Fanny has another embarrassment to confess to before we start. It's a biggie. This recipe uses TINNED ingredients. Now, this in itself is not shameful, especially if you happen to be in gainful employment, living companionless or are too young to know any different. No shame in buying a copy of the book Fanny wrote specially to help, using a variety of canned goods as the basis for quick, nutritious but ultimately solitary meals. No, the shame comes from using a tin of unsweetened milk. Fanny is very quick to point out that this is the only instance you will ever find of her using this particular product. Let's hope it's worth it.
Fanny doesn't use tinned milk in the book. Only tinned cream, which must be somehow preferable. She never explains. Perhaps the reason is that she wasn't sponsored by Carnation. In each and every other recipe she 'brand-names' the tin which enables the best possible results. 'Only the best is good enough for us!' So this one obviously never made the cut. Apart from in this recipe. Again she never explains.
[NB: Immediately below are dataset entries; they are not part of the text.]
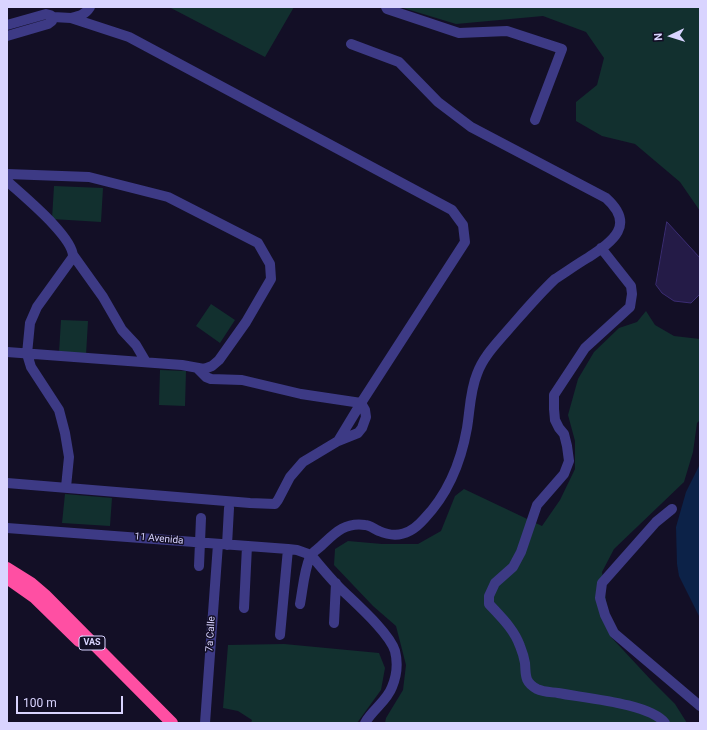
<!DOCTYPE html>
<html>
<head>
<meta charset="utf-8">
<style>
	body { margin:0 }
	#map { position:relative; width:707px; height:730px; overflow:hidden; background:#130f26; font-family:Roboto,sans-serif }
	canvas { display:block }
	.frame { position:absolute; inset:0; border:8px solid #d9d4ff; pointer-events:none }
	.north { position:absolute; left:651px; top:16px; width:40px; height:40px; -webkit-text-stroke:3px #130f26; paint-order:stroke; rotate:266deg; font-size:11px; font-weight:700; line-height:16px; text-align:center; color:#d9d4ff }
	.north::after { content:''; display:block; margin:auto; width:14px; height:18px; background:#d9d4ff; clip-path:polygon(50% 0,100% 100%,50% 72%,0 100%) }
	.scale { position:absolute; left:16px; top:696px; width:107px; height:18px; box-sizing:border-box; border:2px solid #d9d4ff; border-top:0; padding-left:5px; font-size:12px; line-height:14px; white-space:nowrap; color:#d9d4ff; -webkit-text-stroke:3px #130f26; paint-order:stroke }
</style>
</head>
<body>
<div id="map">
<canvas width="707" height="730"></canvas>
<div class="frame"></div>
<div class="north">N</div>
<div class="scale">100 m</div>
</div>
<script>
const ctx = document.querySelector('canvas').getContext('2d');
ctx.lineJoin = 'round';
function fillPath(path, color) { ctx.fillStyle = color; ctx.fill(path, 'evenodd'); }
function trace(path, color, width, dash) { ctx.strokeStyle = color; ctx.lineWidth = width; ctx.lineCap = dash ? 'butt' : 'round'; ctx.setLineDash(dash || []); ctx.stroke(path); }
function write(font, color, halo, rows, align = 'center') {
  ctx.font = font + ' Roboto,sans-serif'; ctx.lineWidth = 3; ctx.setLineDash([]); ctx.textBaseline = 'middle'; ctx.strokeStyle = halo; ctx.fillStyle = color; for (const [text, x, y, turn = 0] of rows) {
    ctx.save(); ctx.translate(x, y); ctx.rotate((+turn || 0) * Math.PI / 180); ctx.textAlign = isNaN(turn) ? turn : align; if (halo) ctx.strokeText(text, 0, 0); ctx.fillText(text, 0, 0); ctx.restore();
  }
}
fillPath(new Path2D(`
	M169 7H294L265 57Z
	M400 7H700V211L680 182 635 144 602 136 576 121V102L597 85 604 58 586 32 543 16 456 24Z
	M54 186 103 188 101 222 52 219Z
	M211 304 235 320 220 343 196 326Z
	M646 311 655 325 674 336 700 339V420L697 423 693 452 684 482 614 549 602 572 611 637 651 680 675 704 687 723H385L386 718 403 690 406 665 396 626 373 606 334 565 335 549 348 541 382 544H418L441 531 455 496 464 489 542 526 560 500 575 469V441L568 415 578 379 594 352 619 328 637 322Z
	M61 320 88 321 86 355 59 353Z
	M160 370 186 371 185 406 159 405Z
	M65 494 112 498 110 526 62 523Z
	M284 644 379 653 385 668 381 690 357 723H251L252 720 238 711 223 708 228 645Z`), '#12302f');
fillPath(new Path2D(`
	M700 464V618L679 576 677 564 676 527 686 492Z`), '#0c2248');
const building = new Path2D(`
	M667 222 700 258V294L691 303 674 301 662 293 656 285Z`);
fillPath(building, '#241b47');
trace(building, '#3b2d73', 1);
trace(new Path2D(`
	M386 7 387 9 459 33 507 31 562 49 535 120
	M71 18C79 16 85 15 90 7
	M7 25 46 14 50 15 53 17 52 21 48 24 7 36
	M7 174 89 177 168 197 258 243 270 264 271 279 246 322 219 360 212 366 204 369 182 365 7 352
	M7 181C22 195 74 237 73 257L37 307 30 323 27 354 31 367 59 410 65 433 69 457 66 487
	M601 248 631 286 632 294 630 307 585 348 554 395V409L555 420 559 428 564 434 567 446 569 461 564 474 537 505 521 552 513 567 495 583 489 596V604C501 617 514 629 520 646 522 651 524 657 525 663 526 675 524 682 537 689 543 692 551 692 558 693 583 698 649 703 665 723
	M73 255 103 297 122 330 136 345 146 362
	M198 369 206 377 211 379 242 380 301 394 361 403 338 441
	M7 483 250 503 275 504 278 500 290 477 303 462 338 441 358 433 362 428 366 417 365 410 361 403 465 242 463 225 452 210 129 37 71 18 53 17
	M672 509 656 522 602 583 600 598 605 615 614 633 700 706
	M7 528 288 549 297 550 311 555
	M227 545 229 508
	M311 555C320 566 329 577 339 587 354 602 389 632 395 651 398 663 397 675 392 687 387 701 372 710 365 723
	M199 566 201 518
	M300 604C303 588 304 571 310 557 312 552 317 550 321 546 334 534 344 522 365 525 370 525 374 529 379 531 397 539 411 534 424 519 448 494 461 462 467 428 470 410 470 391 477 374 483 357 496 344 508 330 523 313 538 295 555 279 566 272 577 264 589 257 613 241 636 225 606 198L471 127 438 102 399 62 351 44
	M244 608 247 546
	M334 623 336 583
	M280 635 288 549
	M205 723 218 544`), '#3d3a85', 10);
trace(new Path2D(`
	M7 568 31 583 45 595 172 723
	M7 578 34 597 79 641`), '#ff4fa3', 12);
for (const [x, y, w] of [
	[92,643,26]
]) { const box = new Path2D(); box.roundRect(x - w / 2, y - 7, w, 14, 3); ctx.fillStyle = '#130f26'; ctx.fill(box); trace(box, '#d9d4ff', 1); }
write('bold 9px', '#d9d4ff', null, [
	["VAS",92,643]
]);
write('10px', '#d9d4ff', '#130f26', [
	["11 Avenida",159,539,5],
	["7a Calle",211,634,-86]
]);
</script>
</body>
</html>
Fanny uses this shameful milk to make a Nursery Rabbit Cream. No real rabbits were used in the making of this, tinned or otherwise. Just my favourite retro mould. The humiliating tin of milk is simply mixed with the juice from a tin of fruit (any will do, so go crazy - I've used mango because, you know, that's what I had in the cupboard) and powdered gelatine. Or VegeGel for me. The bunny mix is brought slowly to the boil, which will please Glenn Close fans, poured into the mould, left to set and then turned out. That's it. Those with limited palates and/or living in desolation will certainly enjoy this more than if they just opened the tins and ate them separately.